Support NeoGAF

Gestault · Jul 19, 2013

#TeamOnionBus

Oppo · Jul 19, 2013

PS4 games will give you bad breath, and be delicious. Confirmed.

anexanhume · Jul 19, 2013

Raist said:
Nah there was an actual downgrade.

Price

ypo · Jul 19, 2013

xaosslug said:
Xbone's low spec holding PS4 back confirmed?

That's what he's saying. I doubt he's talking about the PC.

madmaxx350 · Jul 19, 2013

xaosslug said:
Xbone's low spec holding PS4 back confirmed?

more like they are more different than people think they are.

alexandros · Jul 19, 2013

benny_a said:
So overall, I'd argue yes to your question.

The thing that puzzles me is the developers' mention of the need to allocate data correctly. When I first read about AMD's HSA, I assumed that everything would be unified and could be customized to the needs of the developers as required. I thought there wouldn't be any need at all for data separation, as to me and my limited knowledge it seemed that CPU and GPU data would be fed thrugh a common bus and allocated dynamically as needed. Now I'm confused

kaching · Jul 19, 2013

Nerfgun said:
PS4 games will give you bad breath, and be delicious. Confirmed.

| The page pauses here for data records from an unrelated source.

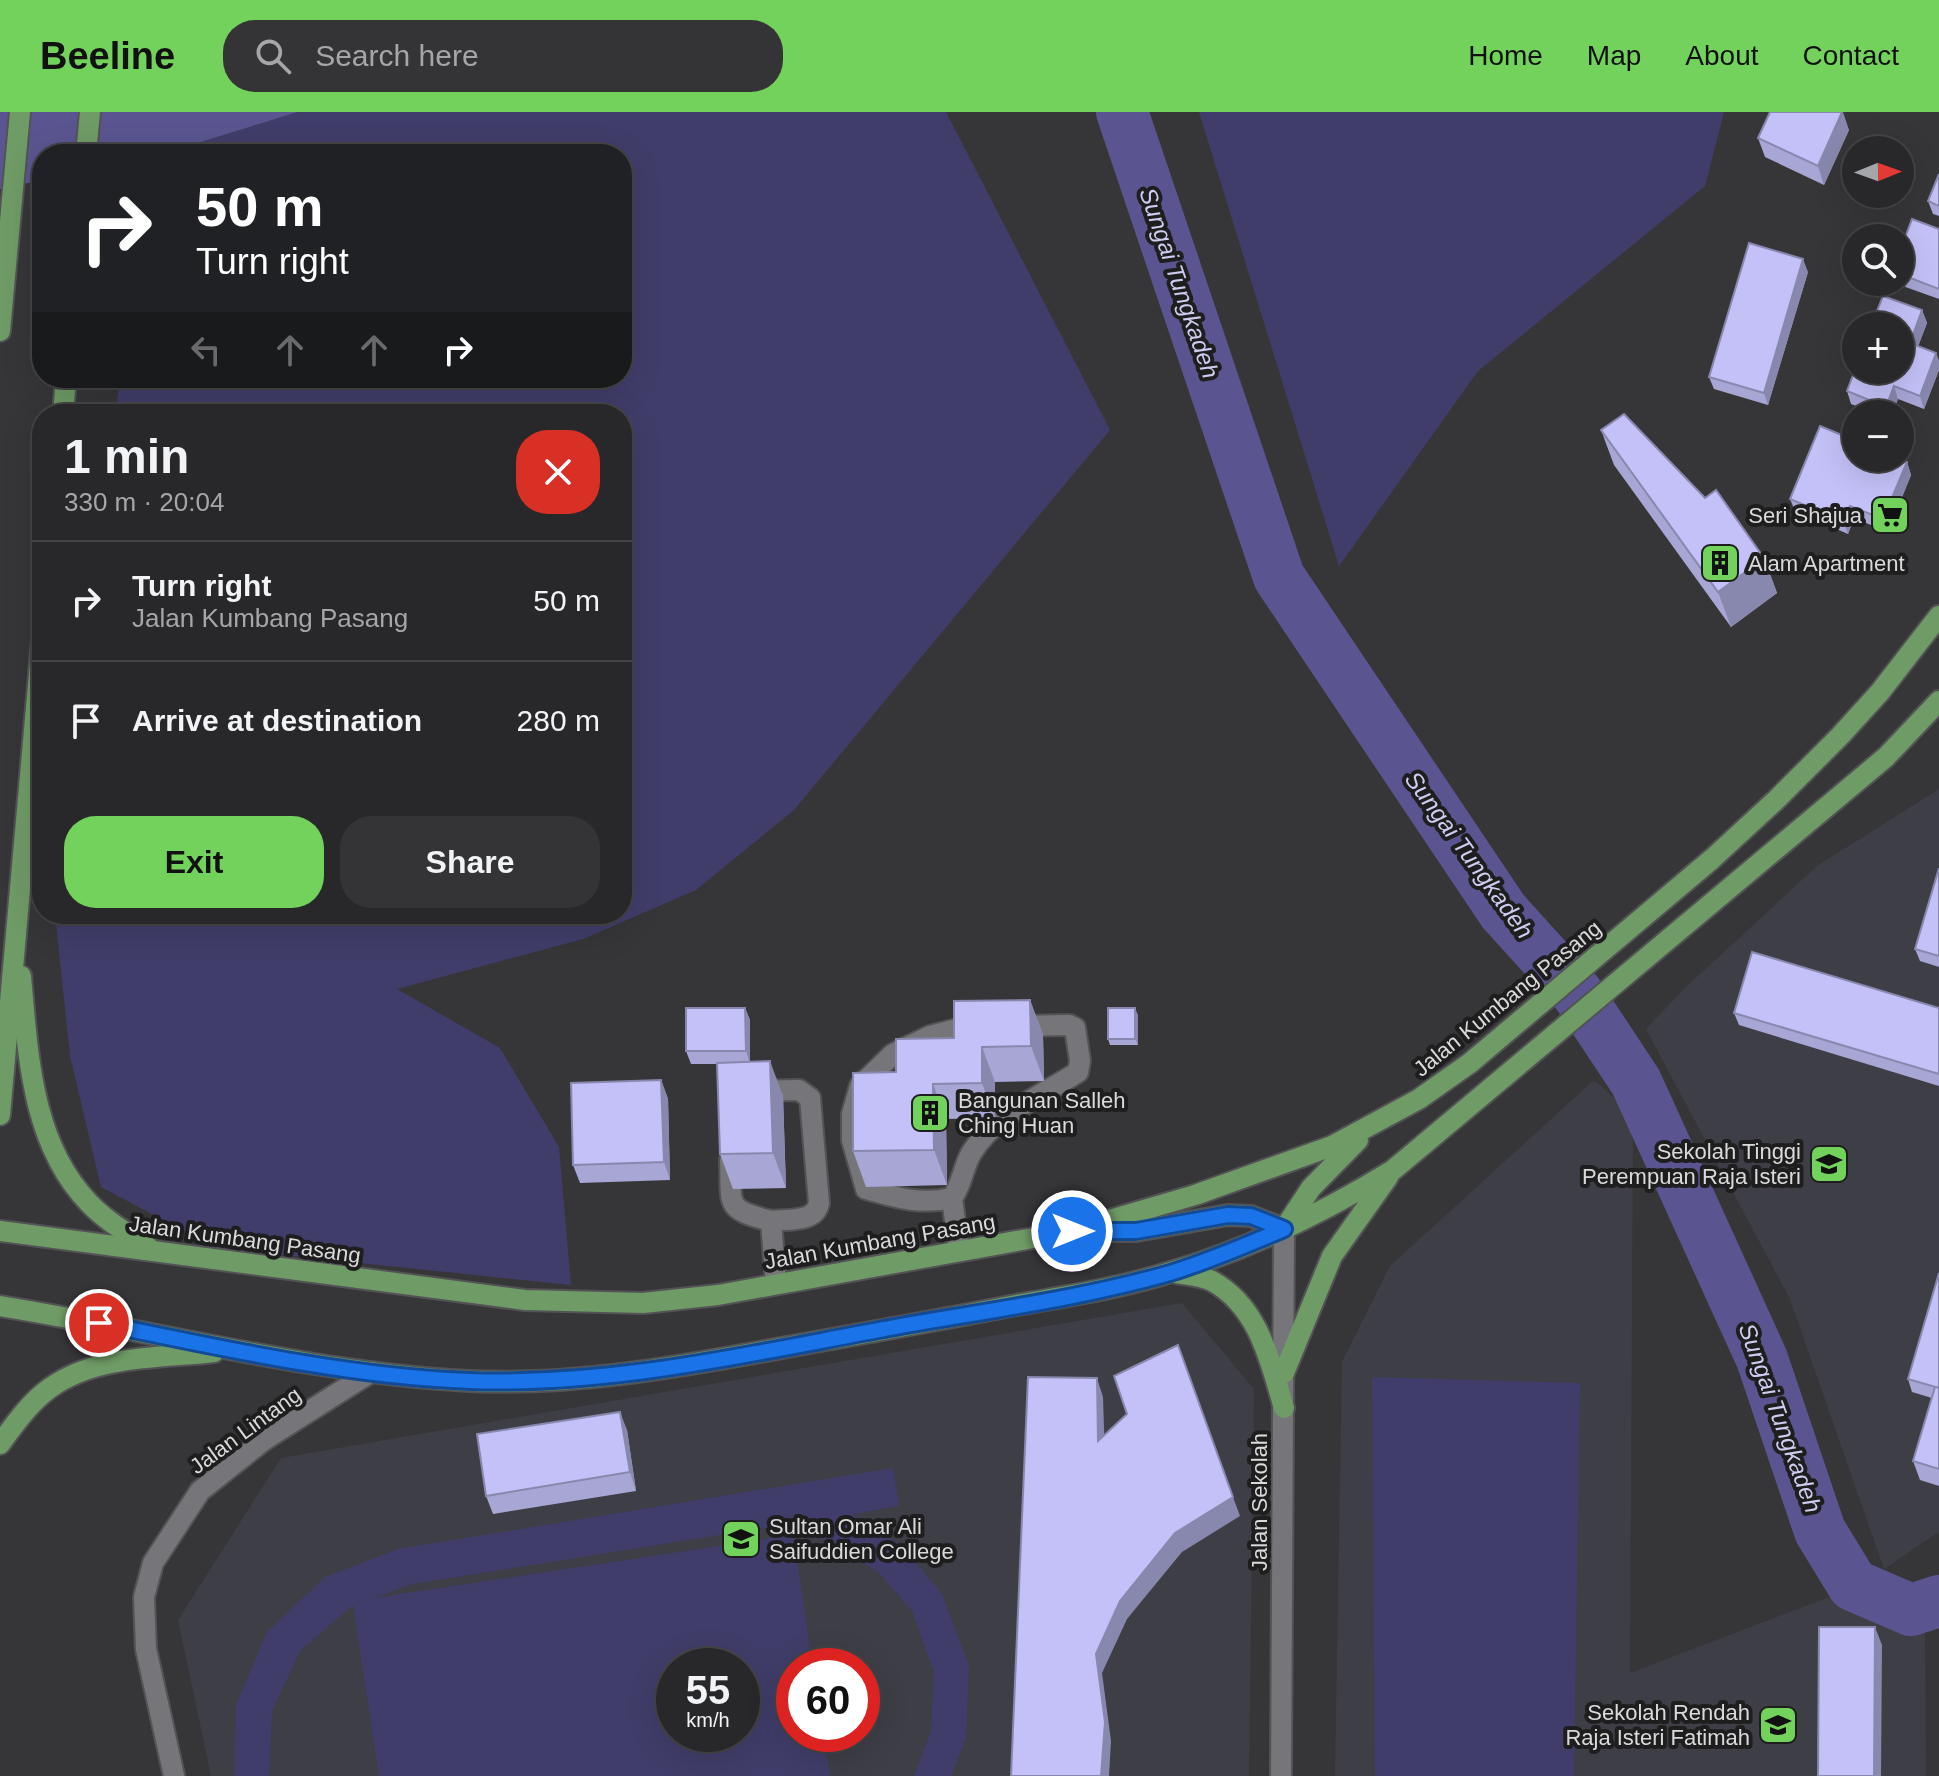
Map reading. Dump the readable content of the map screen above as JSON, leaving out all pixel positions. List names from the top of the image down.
{
  "streets": {
    "main road": ["Jalan Kumbang Pasang"],
    "street": ["Jalan Lintang", "Jalan Sekolah"]
  },
  "water": ["Sungai Tungkadeh"],
  "places": {
    "supermarket": ["Seri Shajua"],
    "building": ["Alam Apartment", "Bangunan Salleh Ching Huan"],
    "school or university": ["Sekolah Tinggi Perempuan Raja Isteri", "Sultan Omar Ali Saifuddien College", "Sekolah Rendah Raja Isteri Fatimah"]
  },
  "north": "right",
  "page": {
    "header": "Beeline",
    "search": "Search here",
    "nav": [
      "Home",
      "Map",
      "About",
      "Contact"
    ],
    "map_buttons": ["+", "−"],
    "turn": ["50 m", "Turn right"],
    "heading": ["1 min", "330 m · 20:04"],
    "list": [
      {
        "name": "Turn right",
        "note": "Jalan Kumbang Pasang",
        "value": "50 m"
      },
      {
        "name": "Arrive at destination",
        "value": "280 m"
      }
    ],
    "buttons": ["Exit", "Share"],
    "speed": "55 km/h",
    "limit": "60"
  }
}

When playing your PS4, always remember to set it downwind from where you'll be sitting.

Wishmaster92 · Jul 19, 2013

onQ123 said:
There is also a bus that's shared between the 2

Yeah that sounds familiar. Didn't gamasutra mention this?

Freki · Jul 19, 2013

echothreealpha said:
Can you give me examples where someone has done this regarding PS4's ram please?

I'll give you something even better:

specialguy said:
So if the ESRAM BW is now 192 GB/s, at times XB1 has 260 GB/s BW feeding 1.2 TF.

When you compare that to 176 GB/s feeding 1.8 TF, the XB1 can have more than double the bandwidth per flop as PS4...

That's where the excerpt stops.